There’s a hot controversy stirring here in my hometown of Rochester, NY. I confess I’m late coming to the story, being wrapped up as I am in family tree research. But I’ve finally had time to catch up and … well, it’s quite a story. Here’s what happened.
Last Friday, June 2, two Monroe County Sheriff deputies responded to a call at a home in the Rochester suburb of Perinton, NY. News reports say the officers were responding to a call for a car blocking a driveway at the home of Gary Brockler; I’ve also heard it was a call for a party disturbing the neighborhood.
“Diablo was inside the open garage at his own home and restricted by an invisible fence. When two sheriff’s deputies walked up the dark driveway on Whitney Street its likely dog and man startled each other. With split seconds to make a decision, deputies relied on protocol to treat a dog running at them as though it were a person running at them with a knife. They fired four shots.”
Monroe County Sheriff Patrick O’Flynn said on a local radio show that New York State law allows officers to use deadly force when confronted with an aggressive animal. Brockler claims that the dog was not aggressive, that there was no party at the house, and officers had no reason to shot his beloved family pet. Neighbors back up Brockler’s story, adding that Diablo was a friendly dog who was anything but aggressive.
As expected, the incident has sparked outrage in the animal rescue community along with the expected “all pit bulls are dangerous” other side of the argument.
And as expected, things have already spiraled out of control.
Take the Facebook posting by one man, offering a $1,000 bounty on the heads of the deputies who shot Diablo. Responding on WCMF’s “The Break Room,” O’Flynn said, “This is rather unsettling because we did see the Facebook alert through the Crime Intelligence Center … He offered a thousand dollars to anybody who would shoot the deputies.”
There was a rally today, and according to some who were there, it was a bit out of hand. Screaming, yelling at nearby school children, and one man with a stuffed beagle hanging from a pole (whatever that was about).
Jenn Fedele, founder of Pitty Love Rescue, wrote on Facebook:
“It is awesome to see people stand together but screaming obscenities does not further your cause. We are already viewed as ‘those crazy animal people’ and not taken seriously enough as it is. Try to make your points in a reasonable manner. You can be loud and make yourself heard without sounding like a raving lunatic.”
She’s 100% correct. Advocates for pit bulls work very, very hard to rehab dogs, train dogs, and help make them ambassadors for their breed in our community. When protestors get out of hand or make threats on the lives of officers (or call radio shows and ask for the dog’s head to mount on their wall … yes, that happened, too), it makes their rescue efforts even more difficult.
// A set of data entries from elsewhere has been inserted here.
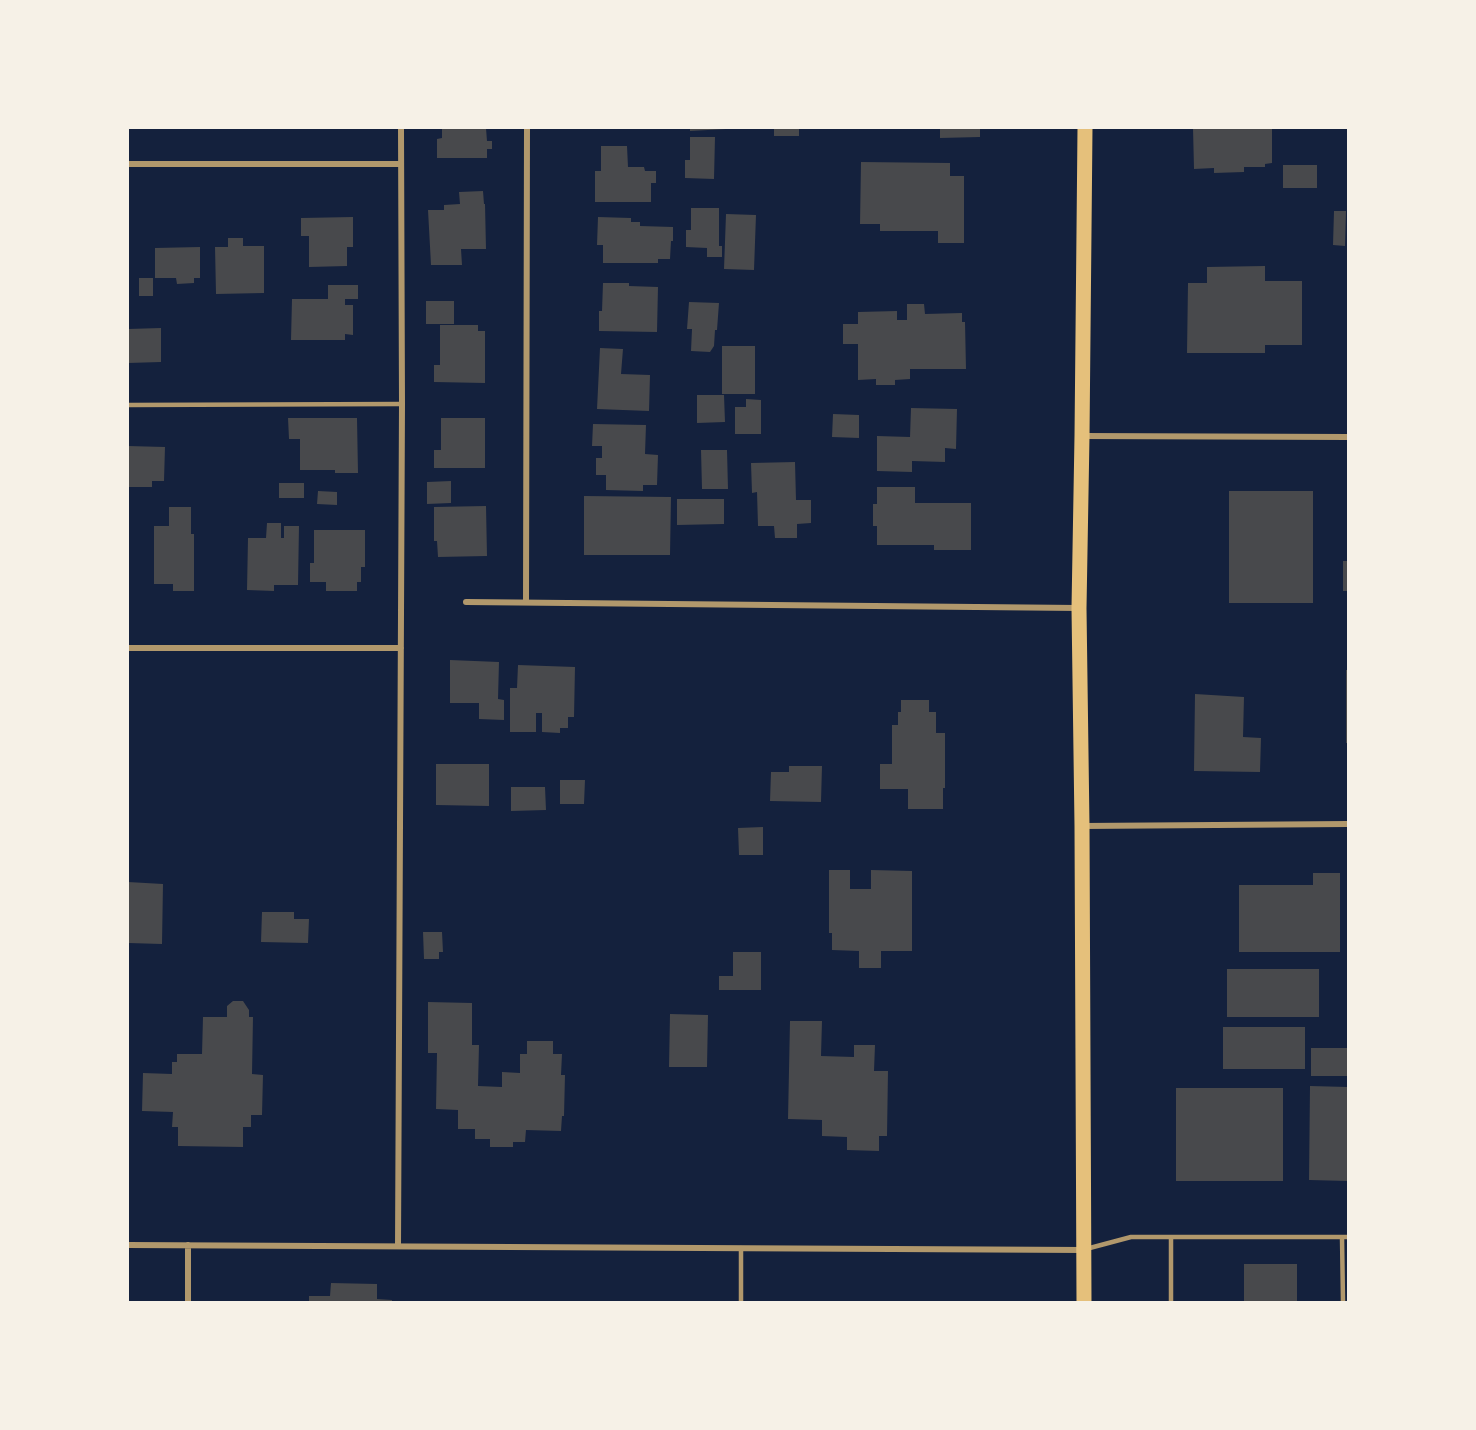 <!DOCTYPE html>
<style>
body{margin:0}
#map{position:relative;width:1476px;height:1430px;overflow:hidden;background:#14213d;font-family:"Libre Baskerville",serif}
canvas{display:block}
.frame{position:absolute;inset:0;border:129px solid #f6f1e7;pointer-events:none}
</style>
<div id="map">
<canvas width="1476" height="1430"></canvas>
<div class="frame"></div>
</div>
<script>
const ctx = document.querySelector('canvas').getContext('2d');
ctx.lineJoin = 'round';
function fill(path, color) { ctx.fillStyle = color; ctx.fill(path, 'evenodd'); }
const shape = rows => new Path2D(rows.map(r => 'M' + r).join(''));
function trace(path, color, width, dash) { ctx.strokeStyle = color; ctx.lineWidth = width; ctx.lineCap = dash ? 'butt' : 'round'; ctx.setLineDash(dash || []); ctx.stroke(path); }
const building = shape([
 [442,128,486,128,487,141,492,141,492,149,487,149,487,158,437,158,437,139,442,138],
 [690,128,726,128,726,129,690,131],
 [774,128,799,128,799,136,774,136],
 [940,128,980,128,980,137,940,138],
 [1193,128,1272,128,1272,163,1265,164,1265,167,1244,167,1244,172,1214,173,1214,168,1194,169],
 [690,137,715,137,714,179,685,178,685,160,690,160],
 [601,146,627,146,628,167,644,167,645,171,656,171,656,183,651,183,651,202,595,202,595,171,601,171],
 [861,162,950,163,950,176,964,176,964,243,938,243,938,231,880,231,880,224,860,224],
 [1283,165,1317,165,1317,188,1283,188],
 [483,191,484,204,485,204,486,249,461,249,462,265,431,265,428,210,444,210,444,205,460,204,459,192],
 [691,208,719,208,719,246,722,246,722,257,707,257,707,248,686,247,686,230,691,230],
 [1334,211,1346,211,1345,246,1333,245],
 [726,214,756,215,754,270,724,269],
 [353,217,353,247,347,247,347,266,309,267,309,236,301,236,301,218],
 [598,217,631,218,631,222,640,222,640,226,673,227,673,241,671,241,670,259,658,259,658,263,603,263,603,245,597,245],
 [228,238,243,238,243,246,264,246,264,293,216,294,215,247,228,247],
 [200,247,200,278,194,278,194,283,177,284,176,278,155,278,155,248],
 [1265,266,1265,281,1302,281,1302,345,1265,345,1265,353,1187,353,1188,283,1207,283,1207,267],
 [139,278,153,278,153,296,139,296],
 [603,283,629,283,629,286,658,287,657,332,599,331,599,311,602,311],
 [328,285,358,285,358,299,345,299,345,305,353,305,353,335,345,334,345,340,291,340,292,299,328,299],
 [426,301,454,301,454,324,426,324],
 [689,302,719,303,717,330,715,330,714,346,710,352,691,351,692,329,687,329],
 [907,304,924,304,925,314,962,313,962,322,965,322,966,369,910,369,910,379,895,380,895,385,876,385,876,379,858,380,858,344,843,344,843,324,858,324,858,312,897,311,897,320,907,320],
 [440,325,478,325,478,331,485,331,485,383,434,382,434,365,440,365],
 [161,328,161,362,128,363,128,329],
 [722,346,755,346,755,394,722,394],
 [600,348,623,349,621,374,650,375,649,411,597,409],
 [697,395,724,395,725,422,697,423],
 [746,399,761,400,761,434,735,434,735,407,746,407],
 [911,408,957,409,956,449,945,448,945,462,912,461,912,472,877,471,877,436,910,437],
 [833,414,859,415,859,438,832,437],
 [288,418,357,418,358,473,335,473,335,470,300,470,300,439,289,439],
 [441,418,485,418,485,468,434,468,434,450,441,450],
 [593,424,646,425,645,454,658,455,657,485,643,485,643,491,606,490,606,475,596,475,596,458,602,458,602,446,592,446],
 [128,446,165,447,164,481,152,481,152,487,128,487],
 [701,450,727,450,728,489,702,489],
 [795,462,796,500,811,500,811,523,797,524,797,538,775,538,774,526,758,526,757,492,752,493,751,463],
 [451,481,451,503,427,504,427,482],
 [279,483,304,483,304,498,279,498],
 [877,487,915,487,915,503,971,503,971,550,934,550,934,545,877,545,877,526,873,526,873,504,877,504],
 [318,491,337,492,337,505,317,504],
 [1229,491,1313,491,1313,603,1229,603],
 [584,496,671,497,670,555,584,555],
 [677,499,724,499,724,524,677,525],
 [486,506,487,556,438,557,437,541,434,541,434,507],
 [169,507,191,507,191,534,194,534,194,591,173,591,173,584,154,584,154,526,169,526],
 [267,523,281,523,281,538,284,538,284,526,299,526,298,585,274,585,274,591,247,590,248,538,266,538],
 [314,530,365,530,365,567,361,567,361,582,357,582,357,591,326,591,326,582,310,582,310,563,314,563],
 [1343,561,1348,561,1348,591,1343,591],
 [450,660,499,662,498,699,504,700,504,720,479,719,479,703,450,703],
 [518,665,575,667,574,717,568,717,568,728,560,728,560,733,542,732,542,713,536,713,536,732,510,732,510,688,517,688],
 [1346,670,1348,670,1348,743,1346,743],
 [1195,694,1244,697,1243,737,1261,738,1260,772,1194,771],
 [901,700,929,700,929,712,936,712,936,733,945,733,945,788,943,788,943,809,908,809,908,789,880,789,880,764,892,764,892,725,898,725,898,712,901,712],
 [436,764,489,764,489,806,436,805],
 [789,766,822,766,821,802,770,801,771,772,789,772],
 [560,780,585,780,584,804,560,804],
 [511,787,545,787,546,810,511,811],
 [763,827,763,855,739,855,738,828],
 [829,870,850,870,850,889,871,889,871,870,912,871,912,951,881,951,881,968,859,968,859,951,832,950,832,933,829,933],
 [1313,873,1340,873,1340,952,1239,952,1239,885,1313,885],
 [128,882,163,884,162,944,128,943],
 [262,912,294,912,294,919,309,919,308,943,261,942],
 [423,932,442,932,443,952,439,952,439,959,424,959],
 [733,952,761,952,761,990,719,990,719,976,733,976],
 [1227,969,1319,969,1319,1017,1227,1017],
 [233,1001,243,1001,249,1010,249,1017,253,1017,252,1074,263,1075,262,1115,251,1115,251,1127,243,1127,243,1147,178,1146,178,1127,172,1127,173,1112,142,1111,143,1073,172,1074,172,1062,177,1062,177,1054,202,1054,203,1017,227,1017,227,1006],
 [428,1002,472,1003,472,1045,479,1045,478,1086,502,1087,502,1072,520,1073,520,1054,527,1054,527,1041,553,1041,553,1054,562,1054,561,1075,565,1075,564,1116,562,1116,561,1131,526,1130,525,1142,513,1142,513,1147,490,1147,490,1139,475,1139,475,1129,458,1129,458,1110,436,1109,437,1053,428,1053],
 [670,1014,708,1015,707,1067,669,1067],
 [790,1021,822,1021,821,1056,854,1057,854,1045,875,1045,874,1071,888,1071,887,1136,879,1136,879,1151,847,1150,847,1137,822,1136,822,1120,788,1119],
 [1223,1027,1305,1027,1305,1069,1223,1069],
 [1311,1048,1348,1048,1348,1076,1311,1076],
 [1310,1086,1348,1087,1348,1181,1309,1180],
 [1176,1088,1283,1088,1283,1181,1176,1181],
 [1244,1264,1297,1264,1297,1302,1244,1302],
 [331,1283,377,1284,377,1299,392,1300,392,1302,309,1302,309,1296,330,1296]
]);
const service = shape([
 [128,405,402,404],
 [1171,1237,1171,1302],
 [1342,1237,1343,1302],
 [1086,1249,1131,1237,1348,1237],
 [741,1302,741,1248]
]);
const minor = shape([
 [128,164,401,164],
 [1083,436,1348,437],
 [466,602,1078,608],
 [526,602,527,128],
 [128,648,401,648],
 [1083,826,1348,824],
 [128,1245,1083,1250],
 [398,1246,402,404,401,128],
 [188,1302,188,1245]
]);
const primary = shape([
 [1084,1302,1082,826,1079,608,1082,436,1085,128]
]);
fill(building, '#48494c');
trace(service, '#b1986c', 4.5);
trace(minor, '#b1986c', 6);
trace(primary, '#e5c07b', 15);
</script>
On a hopeful note, O’Flynn said the investigation will look into the specific incident but also at how officers should respond to family pets in situations like this – as opposed, I assume, to situations where there are loose dogs acting aggressively. (Yes, there is a difference.) “Is there something we may need to change or should change to improve our performance? We’ll look into that too,” he said in the story.
A brief lesson in dog behavior would teach an officer that even in that situation, where the officer is just trying to be nice, he shouldn’t reach over a fence to pet a dog. Dogs protect their property; when you reach over into their space, they view it as a threat. (Or they jump and bark and inadvertently bite someone; had that experience as well.)
In Diablo’s case, it would make sense that two strangers approaching him, in his own yard, would cause at the very least barking and at worst an attack. And quite frankly, in that scenerio Diablo is in the right. A dog doesn’t know the difference between a sheriff or a burglar; he just knows “stranger in my space.”
And no, I don’t think police officers had the right to shoot the dog. But according to the 13WHAM story, “Since 2009, Rochester Police Department Officers have shot at 78 dogs, killing 30 of them. More than one-third of the shootings occurred when police were executing a search warrant – in some cases bursting into a home.”
Obviously it’s a valid point that while responding to calls that there will be cases where officers are faced with an aggressive dog. But there has to be a better way to respond in situations like this one.
In any event, this story has reached a fevered pitch locally, and will likely continue to spawn rallies and protests and lots of gossip. I was at the coffee shop yesterday when a group of local men (who apparently meet regularly to catch up on the day’s gossip; now I know where to go to get the inside scoop) spent quite a bit of time discussing Diablo, his owner, other people they know involved in the situation, and details I hadn’t heard so far. The story is all over the news, and I guarantee that before long you’ll see it mentioned in a national story.
Brockler has retained the services of local attorney John Parinello, so it’s likely some sort of lawsuit is forthcoming. O’Flynn seems sincere in news reports about investigating and also making changes moving forward. I’ll try and keep you posted.
And if I can offer some advice to readers upset about this situation? Take Jenn Fedele’s advice and try to engage in civilized discussion. If you’re truly interested in the well-being of the animals, make your case – for pit bulls, for the police, whatever side you’re on – in a well-reasoned, rational manner rather than adding gasoline to an already very emotional fire.